Indiana University Cancer Center and the Walther Oncology Institute, Indianapolis, Indiana, USA

Key Words. Chemokine • Chemotaxis • Homing • Hematopoiesis • T cell

Robert Hromas, Ph.D., Indiana University Cancer Center and the Walther Oncology Institute, R4-202, 1044 W. Walnut St., Indianapolis, Indiana 46202, USA. Telephone: 317-274-1036; Fax: 317-274-0396; e-mail: rhromas{at}iupui.edu

	ABSTRACT

Top Abstract Introduction Chemokines and Disease Chemokine Regulation of the... Chemokine Regulation of... Summary References

 
Chemokines are small basic proteins that are the major mediators of all leukocyte migration. There are at least 46 distinct chemokines, and 19 chemokine receptors, making it easily the largest cytokine family. Chemokines can be both beneficial and harmful, by either stimulating an appropriate immune response to microbial invasion, or by mediating pathologic tissue destruction in many types of human disease. Chemokines have been implicated in the tissue destruction seen in autoimmune diseases, atherosclerosis, allograft rejection, and neoplasia. Chemokines also play essential roles in normal lymphocyte trafficking to primary and secondary lymphoid organs for antigen presentation and lymphocyte maturation. Chemokines also regulate hematopoietic stem and progenitor cell homing and proliferation. Therefore, it is likely that chemokines will become important targets for pharmacologic intervention in a wide variety of human diseases in the future.

	INTRODUCTION

Top Abstract Introduction Chemokines and Disease Chemokine Regulation of the... Chemokine Regulation of... Summary References

 
Chemokines are a large family of cytokines that direct normal leukocyte migration and have been implicated in the regulation of leukocyte development, angiogenesis, tumor growth, and metastasis [1-4]. They perform both beneficial roles in normal host defense against infection and harmful roles in autoimmune diseases [5-7]. Chemokines have been shown to mediate inflammatory tissue destruction in a wide variety of human diseases, such as rheumatoid arthritis, myocardial infarction, and adult respiratory distress syndrome [8-14].

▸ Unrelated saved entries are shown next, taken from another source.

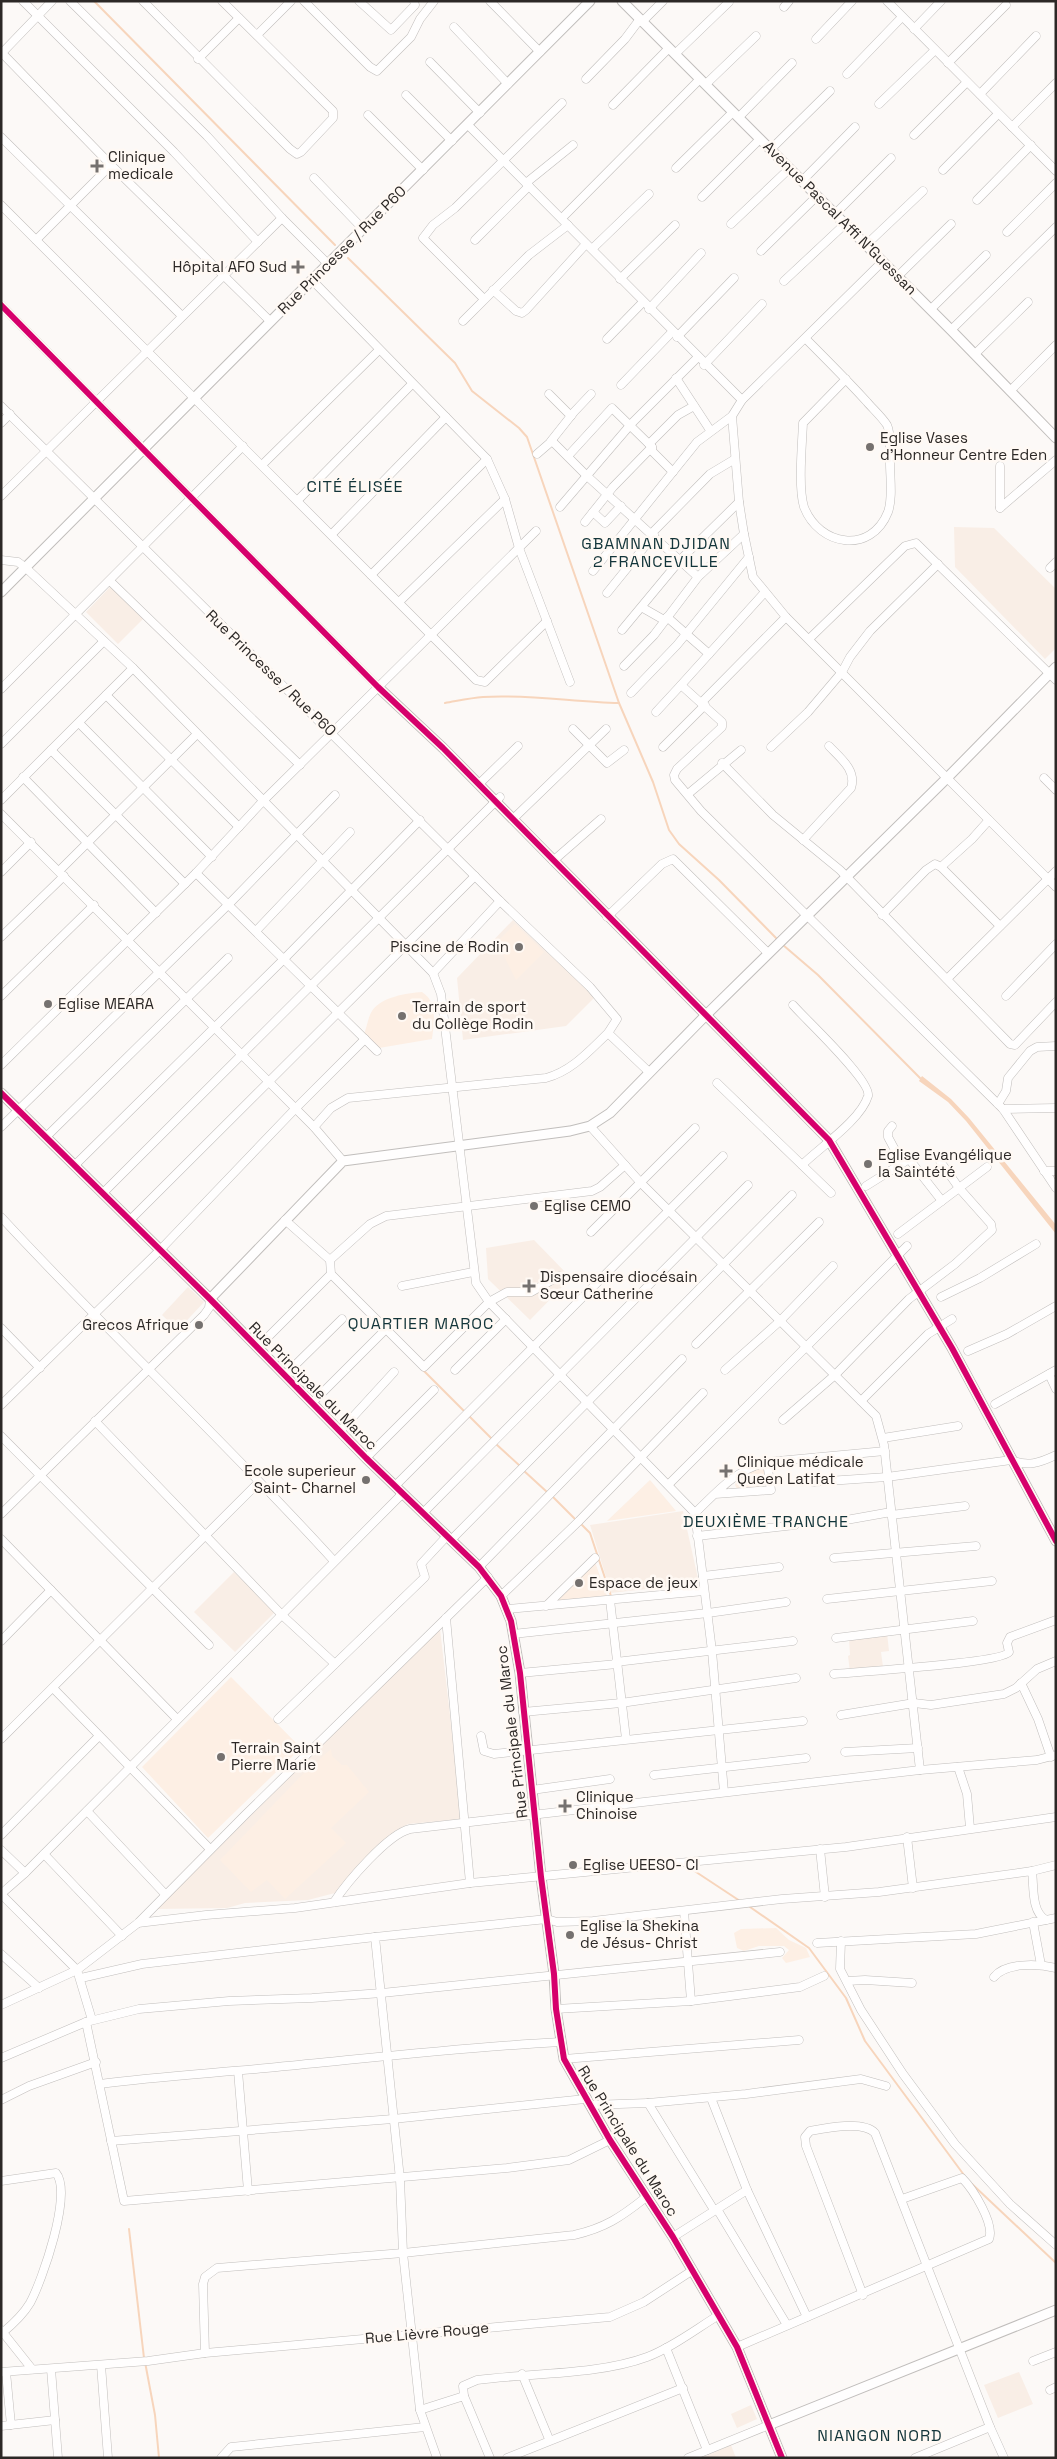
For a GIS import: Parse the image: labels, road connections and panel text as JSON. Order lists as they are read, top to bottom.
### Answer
{
  "streets": {
    "street": [
      "Avenue Pascal Affi N'Guessan",
      "Rue Princesse / Rue P60",
      "Rue Principale du Maroc",
      "Rue Lièvre Rouge"
    ]
  },
  "crossings": [
    ["Rue Principale du Maroc", "Rue Lièvre Rouge"]
  ],
  "districts": [
    "CITÉ ÉLISÉE",
    "GBAMNAN DJIDAN 2 FRANCEVILLE",
    "QUARTIER MAROC",
    "DEUXIÈME TRANCHE",
    "NIANGON NORD"
  ],
  "places": {
    "health": [
      "Clinique medicale",
      "Hôpital AFO Sud",
      "Dispensaire diocésain Sœur Catherine",
      "Clinique médicale Queen Latifat",
      "Clinique Chinoise"
    ],
    "other": [
      "Eglise Vases d'Honneur Centre Eden",
      "Piscine de Rodin",
      "Eglise MEARA",
      "Terrain de sport du Collège Rodin",
      "Eglise Evangélique la Saintété",
      "Eglise CEMO",
      "Grecos Afrique",
      "Ecole superieur Saint- Charnel",
      "Espace de jeux",
      "Terrain Saint Pierre Marie",
      "Eglise UEESO- CI",
      "Eglise la Shekina de Jésus- Christ"
    ]
  }
}
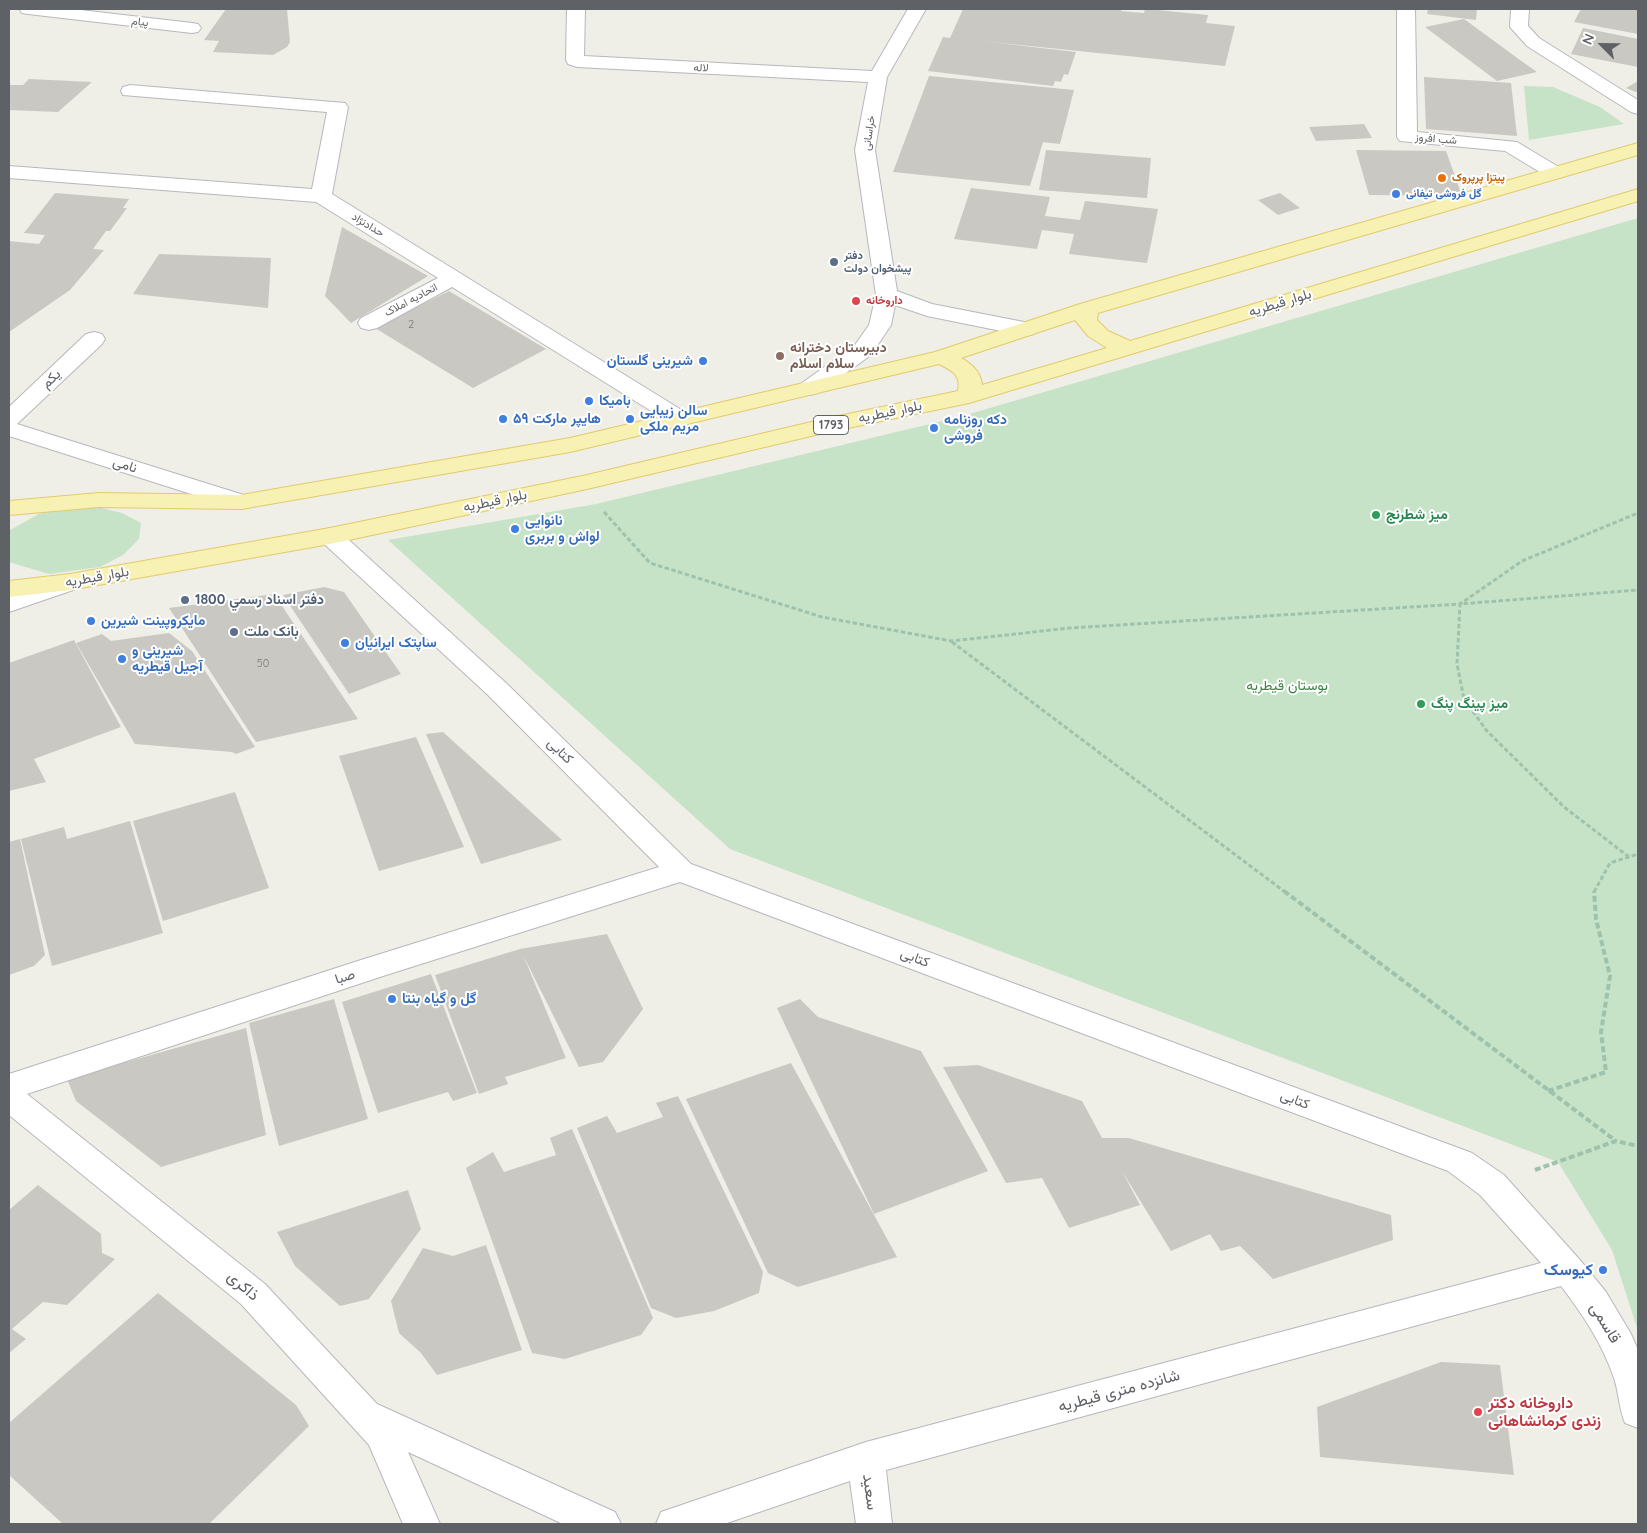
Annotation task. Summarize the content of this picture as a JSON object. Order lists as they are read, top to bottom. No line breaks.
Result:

Chemokines are 8-12 kD heparin-binding proteins that are rich in basic amino acids and contain conserved cysteine motifs forming essential disulfide bonds between the first and thirds and the second and fourth cysteines. They are single polypeptides ranging from 70 to 100 amino acids in length and share varying degrees (20%-95%) of amino acid sequence identity. The number and spacing of the first cysteines in the amino acid sequence are used to classify chemokines into four subfamilies: C, CC, CXC, and CX₃C (Table 1) [15-17]. If the first two cysteines are adjacent to each other, they are classified in the CC family (also known as the beta family) consisting of CCL1-27. The CXC family (also referred to as the alpha family) consisting of CXCL1-15 has a single amino acid between the initial two cysteines. Two more recently discovered chemokines (lymphotactin/XCL1-2 and fractalkine/ CX₃CL1) represent the first members of the C and CX₃C subfamilies. Most CXC members are located in a gene cluster on human chromosome 4 at q12-21, whereas most CC members are in a cluster on human chromosome 17 at q11-32.

	CHEMOKINES AND DISEASE

Top Abstract Introduction Chemokines and Disease Chemokine Regulation of the... Chemokine Regulation of... Summary References

In autoimmune diseases, chemokines are implicated in the pathology of rheumatoid arthritis, lupus, and multiple sclerosis. Chemokines have been reported to be mediators of inflammatory tissue destruction in rheumatoid arthritis. For example, macrophage inhibitory protein (MIP)-1 and MIP-2 levels were reported to be increased in arthritic joints, and their levels were shown to increase with the severity of rheumatoid arthritis [10]. In addition, interleukin 8 (IL-8) and membrane cofactor protein-1 (MCP-1) have also been found in the synovial fluid of patients with rheumatoid arthritis [11, 22].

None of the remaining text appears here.